All or most of us have either given or received the advice of “don’t make waves”. What this means is “don’t create a disturbance” because in physics the definition of a wave is “a disturbance that once created it travels in its own way and unique speed and cannot be altered”. How many of us wish if we could only take back something that we said…

There are many types of waves. There are the sound waves, which allows us to communicate with each other. As we speak we create a disturbance that travels through the air at the speed of sound (345 meters per second (m/s)) to the ears of all around us. Then we have water waves that we see in the rivers, ponds and the sea. And nature is full of electromagnetic waves (EM), visible light being part of the EM wave family its only special characteristic being that it excites our retina and allow us to see things. Other wise light is of the same nature as x-rays that destroy our retina. One peculiarity of all the different waves is that they are described by the same mathematical equation, very appropriately called “the wave equation”, a subject upon which we shall not elaborate here, but we shall note that the only difference is their speed of propagation (travel). As noted above sound waves travel at 345 m/s whereas EM waves travel at the speed of light or 300,000 kilometers per second (km/s) (186,000 miles/s).

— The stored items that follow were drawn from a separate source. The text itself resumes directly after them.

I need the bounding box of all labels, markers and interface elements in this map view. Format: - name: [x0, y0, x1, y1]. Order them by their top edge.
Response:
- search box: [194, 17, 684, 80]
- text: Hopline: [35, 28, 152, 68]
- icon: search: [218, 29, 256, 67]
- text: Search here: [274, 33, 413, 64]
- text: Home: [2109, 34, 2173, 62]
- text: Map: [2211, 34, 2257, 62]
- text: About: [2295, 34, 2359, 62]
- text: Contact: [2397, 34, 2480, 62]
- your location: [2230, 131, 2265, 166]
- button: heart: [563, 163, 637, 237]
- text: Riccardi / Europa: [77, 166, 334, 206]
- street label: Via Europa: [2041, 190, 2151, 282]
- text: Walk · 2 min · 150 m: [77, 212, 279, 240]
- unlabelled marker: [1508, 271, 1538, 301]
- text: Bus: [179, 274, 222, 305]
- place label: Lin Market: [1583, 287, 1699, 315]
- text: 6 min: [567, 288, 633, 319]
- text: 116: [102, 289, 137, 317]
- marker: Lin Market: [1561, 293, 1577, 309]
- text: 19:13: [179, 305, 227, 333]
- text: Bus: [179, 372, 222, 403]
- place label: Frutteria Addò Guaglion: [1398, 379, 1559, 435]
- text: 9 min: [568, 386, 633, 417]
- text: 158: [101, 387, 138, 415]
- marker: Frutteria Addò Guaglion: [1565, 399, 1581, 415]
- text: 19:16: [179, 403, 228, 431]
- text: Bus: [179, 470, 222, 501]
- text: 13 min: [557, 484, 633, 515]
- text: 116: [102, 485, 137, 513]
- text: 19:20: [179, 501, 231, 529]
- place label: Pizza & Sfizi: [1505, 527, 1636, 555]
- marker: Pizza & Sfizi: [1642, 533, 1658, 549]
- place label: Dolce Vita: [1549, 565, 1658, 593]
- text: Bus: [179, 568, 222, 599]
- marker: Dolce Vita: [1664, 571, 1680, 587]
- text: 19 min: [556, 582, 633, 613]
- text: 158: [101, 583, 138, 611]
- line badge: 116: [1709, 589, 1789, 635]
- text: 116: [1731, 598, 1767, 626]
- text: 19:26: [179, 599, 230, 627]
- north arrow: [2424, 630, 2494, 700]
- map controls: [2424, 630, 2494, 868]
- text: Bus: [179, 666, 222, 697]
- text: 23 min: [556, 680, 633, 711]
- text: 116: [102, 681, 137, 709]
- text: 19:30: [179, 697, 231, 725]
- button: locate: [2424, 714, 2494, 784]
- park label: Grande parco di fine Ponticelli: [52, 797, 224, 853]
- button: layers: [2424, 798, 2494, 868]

It travels seven and a half times around the equator in one second!

We noted above that our voice-generated waves travel through the air. It is known that sound waves cannot travel through vacuum. There is a simple experiment in basic high school and freshman college physics that proves that. An electric bell is enclosed in a glass dome and the set up is connected to a vacuum pump. The bell is rang and we can hear it. Then the air from the glass dome is evacuated and then the bell is rang again. We can see the hammer striking the bell but we cannot hear it. So, the conclusion is that sound waves do not travel through vacuum. We should note that while we can see the hammer striking the bell no statement is ever made that this means that light waves do

travel through vacuum, otherwise the glass dome would go dark. This is probably so because it is an experiment about sound waves. However for a long time this was extrapolated to mean that all waves do not travel through vacuum. This included the light waves. So, as James Clerk Maxwell discovered the EM wave in the 1860s and conclusively showed light to be an EM wave it was immediately suggested that since we could see the sun then space cannot be a vacuum but it is filled with some kind of medium through which sunlight must travel. This medium was tagged as ether a substance never detected or otherwise identified.

As the world consumed the idea of EM waves, a special detail was uncovered with the mathematical wave equation, which said that depending of whether we viewed waves while standing or moving they should look different. This of course is not so because ocean surface waves look the same and do not depend on whether we observe them while standing or driving along the beach. This detail along with the idea of the ether-filled space were the two factors that made the rise of Einstein possible who provided the correct answers and became a household word in the process.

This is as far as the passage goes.